WHAT THE TASK REQUIRES | Output the listing below verbatim, without images.

GIVEN INFORMATION |
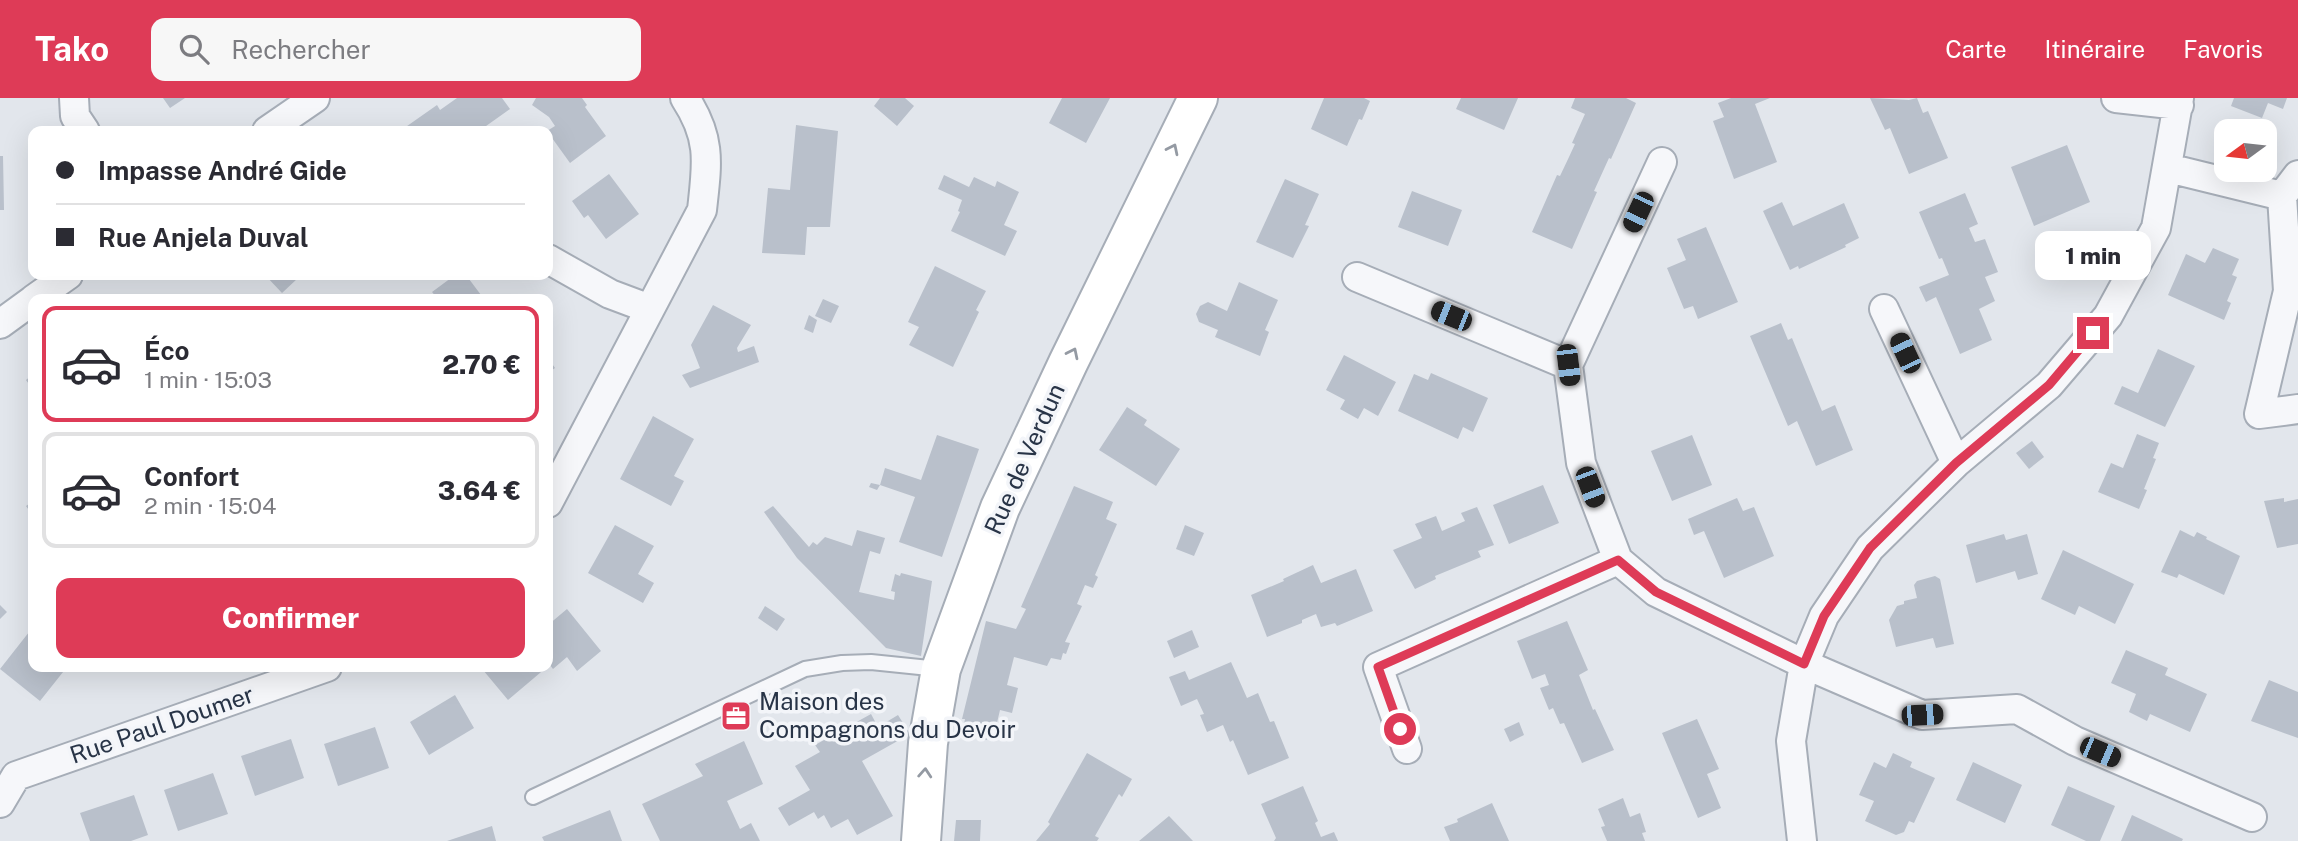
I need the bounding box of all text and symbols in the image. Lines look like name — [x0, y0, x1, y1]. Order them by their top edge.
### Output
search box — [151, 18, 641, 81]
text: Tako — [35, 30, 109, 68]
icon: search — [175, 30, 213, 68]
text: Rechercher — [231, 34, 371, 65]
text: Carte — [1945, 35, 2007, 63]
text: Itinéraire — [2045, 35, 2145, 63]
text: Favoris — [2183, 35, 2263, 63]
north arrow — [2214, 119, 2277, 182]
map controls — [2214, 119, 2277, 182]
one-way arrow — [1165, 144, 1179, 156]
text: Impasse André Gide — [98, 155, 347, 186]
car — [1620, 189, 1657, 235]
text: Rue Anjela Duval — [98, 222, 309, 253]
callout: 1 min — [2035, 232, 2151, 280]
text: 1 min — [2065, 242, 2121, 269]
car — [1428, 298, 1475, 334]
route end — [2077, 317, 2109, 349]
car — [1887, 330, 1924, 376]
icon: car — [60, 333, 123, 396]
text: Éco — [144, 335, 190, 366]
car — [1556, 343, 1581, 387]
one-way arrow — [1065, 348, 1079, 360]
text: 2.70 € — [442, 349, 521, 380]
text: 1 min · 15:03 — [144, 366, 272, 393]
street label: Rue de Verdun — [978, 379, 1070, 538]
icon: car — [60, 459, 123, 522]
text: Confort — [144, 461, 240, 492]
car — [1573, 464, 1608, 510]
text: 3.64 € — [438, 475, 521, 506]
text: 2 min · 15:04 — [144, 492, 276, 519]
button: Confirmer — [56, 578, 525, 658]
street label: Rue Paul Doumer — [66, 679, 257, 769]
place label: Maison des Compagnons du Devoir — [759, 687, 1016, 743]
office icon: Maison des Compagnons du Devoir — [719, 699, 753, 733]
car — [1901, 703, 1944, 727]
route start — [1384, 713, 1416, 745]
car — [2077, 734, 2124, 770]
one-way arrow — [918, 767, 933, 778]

OUTPUT FOR THIS TASK |
I need the bounding box of all text and symbols in the image. Lines look like name — [x0, y0, x1, y1]. Order them by their top edge.
### Output
search box — [151, 18, 641, 81]
text: Tako — [35, 30, 109, 68]
icon: search — [175, 30, 213, 68]
text: Rechercher — [231, 34, 371, 65]
text: Carte — [1945, 35, 2007, 63]
text: Itinéraire — [2045, 35, 2145, 63]
text: Favoris — [2183, 35, 2263, 63]
north arrow — [2214, 119, 2277, 182]
map controls — [2214, 119, 2277, 182]
one-way arrow — [1165, 144, 1179, 156]
text: Impasse André Gide — [98, 155, 347, 186]
car — [1620, 189, 1657, 235]
text: Rue Anjela Duval — [98, 222, 309, 253]
callout: 1 min — [2035, 232, 2151, 280]
text: 1 min — [2065, 242, 2121, 269]
car — [1428, 298, 1475, 334]
route end — [2077, 317, 2109, 349]
car — [1887, 330, 1924, 376]
icon: car — [60, 333, 123, 396]
text: Éco — [144, 335, 190, 366]
car — [1556, 343, 1581, 387]
one-way arrow — [1065, 348, 1079, 360]
text: 2.70 € — [442, 349, 521, 380]
text: 1 min · 15:03 — [144, 366, 272, 393]
street label: Rue de Verdun — [978, 379, 1070, 538]
icon: car — [60, 459, 123, 522]
text: Confort — [144, 461, 240, 492]
car — [1573, 464, 1608, 510]
text: 3.64 € — [438, 475, 521, 506]
text: 2 min · 15:04 — [144, 492, 276, 519]
button: Confirmer — [56, 578, 525, 658]
street label: Rue Paul Doumer — [66, 679, 257, 769]
place label: Maison des Compagnons du Devoir — [759, 687, 1016, 743]
office icon: Maison des Compagnons du Devoir — [719, 699, 753, 733]
car — [1901, 703, 1944, 727]
route start — [1384, 713, 1416, 745]
car — [2077, 734, 2124, 770]
one-way arrow — [918, 767, 933, 778]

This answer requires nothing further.